This article explains how you can snoop packets going through applications running on your Pivotal Cloud Foundry deployment. It explains how you find out the Linux network interface that is connected to an application of your interest so that you can execute the tcpdump command to snoop packets. Besides tcpdump, you can also execute whatever you can do with the standard Linux commands that operate on the network interface, such as ip, netstat, etc. This should be used when you want to debug or troubleshoot applications at the network traffic level.
Note that this requires administrative access to your PCF deployment.
- Follow the procedure in the article How to login an app's container as root? up to step 2 to identify the process running on the Diego Cell for the application you are interested in. For versions 1.9 and above, follow the article How to get into an App Container Manually with Garden-RunC Backend.
- Copy the string after
/var/vcap/data/garden/depot/. This string identifies the container and is referred to as its handle. In the example in the article, ib2acg2jbnr is the handle.
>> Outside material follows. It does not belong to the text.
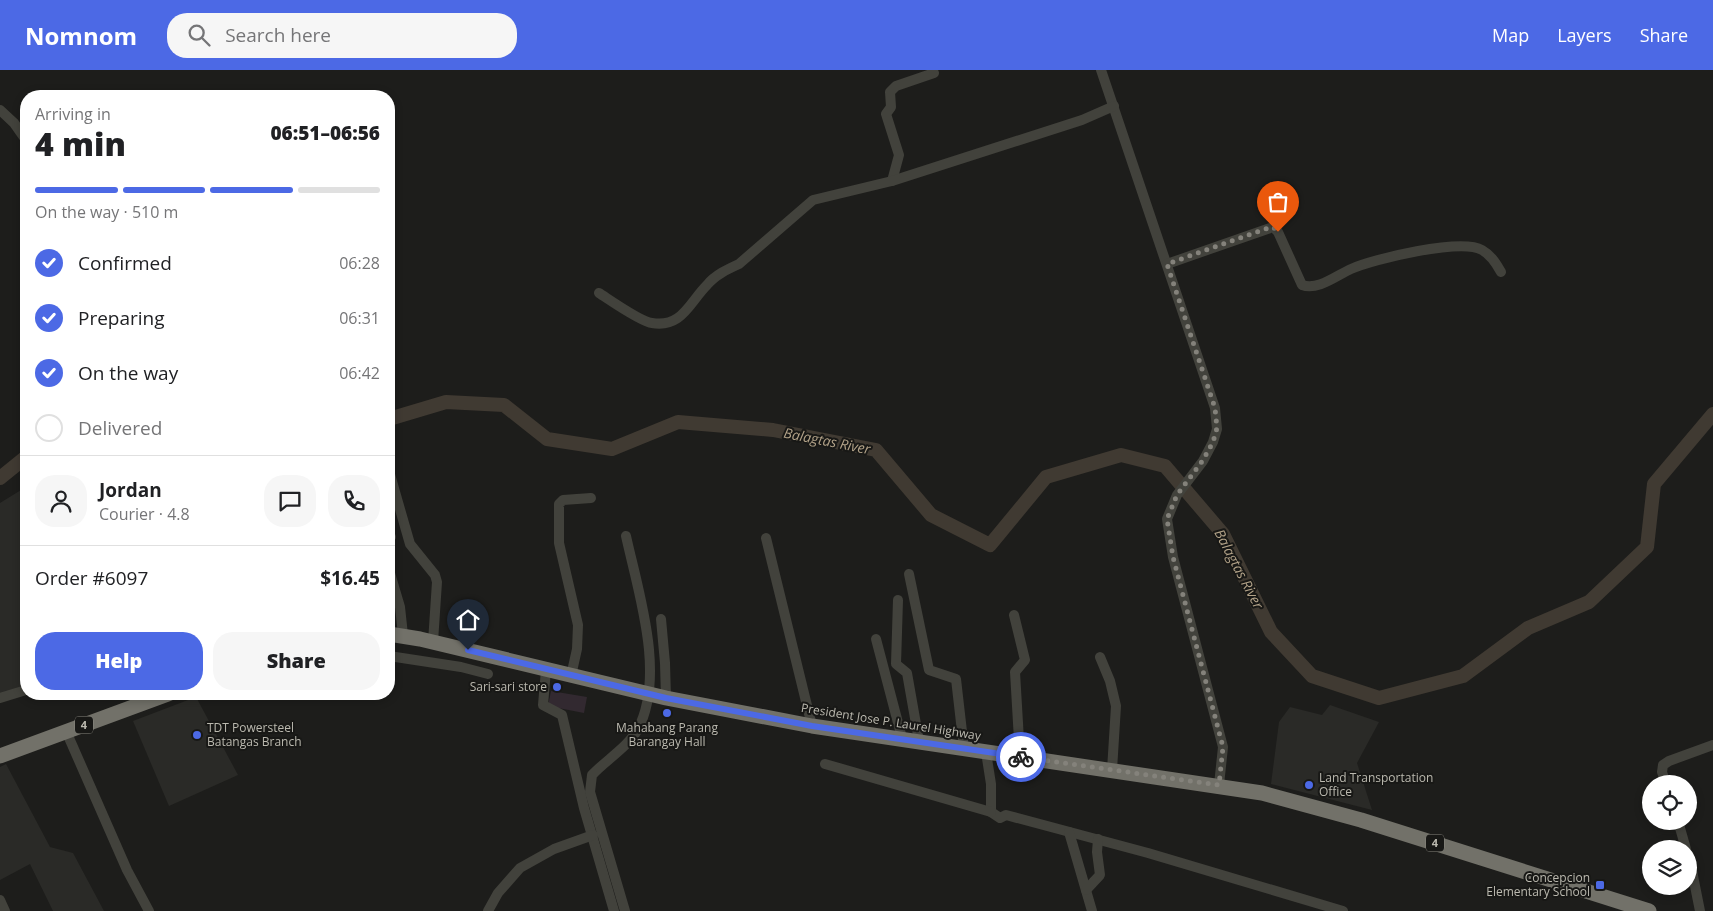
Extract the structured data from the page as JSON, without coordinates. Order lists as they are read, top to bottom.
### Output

- Find out the network interface attached to the container by ip link |grep <handle>.
- Now, you can use tcpdump -i <interface> to snoop the traffic.
- Besides tcpdump, you can do whatever you can do with standard Linux commands that operate on the network interface, such as ip, netstat, etc.
- You might inadvertently view sensitive information going through the application's traffic that you are snooping on.
- This information is based on the implementation details of the Diego Cell, which may change at any time without formal notice.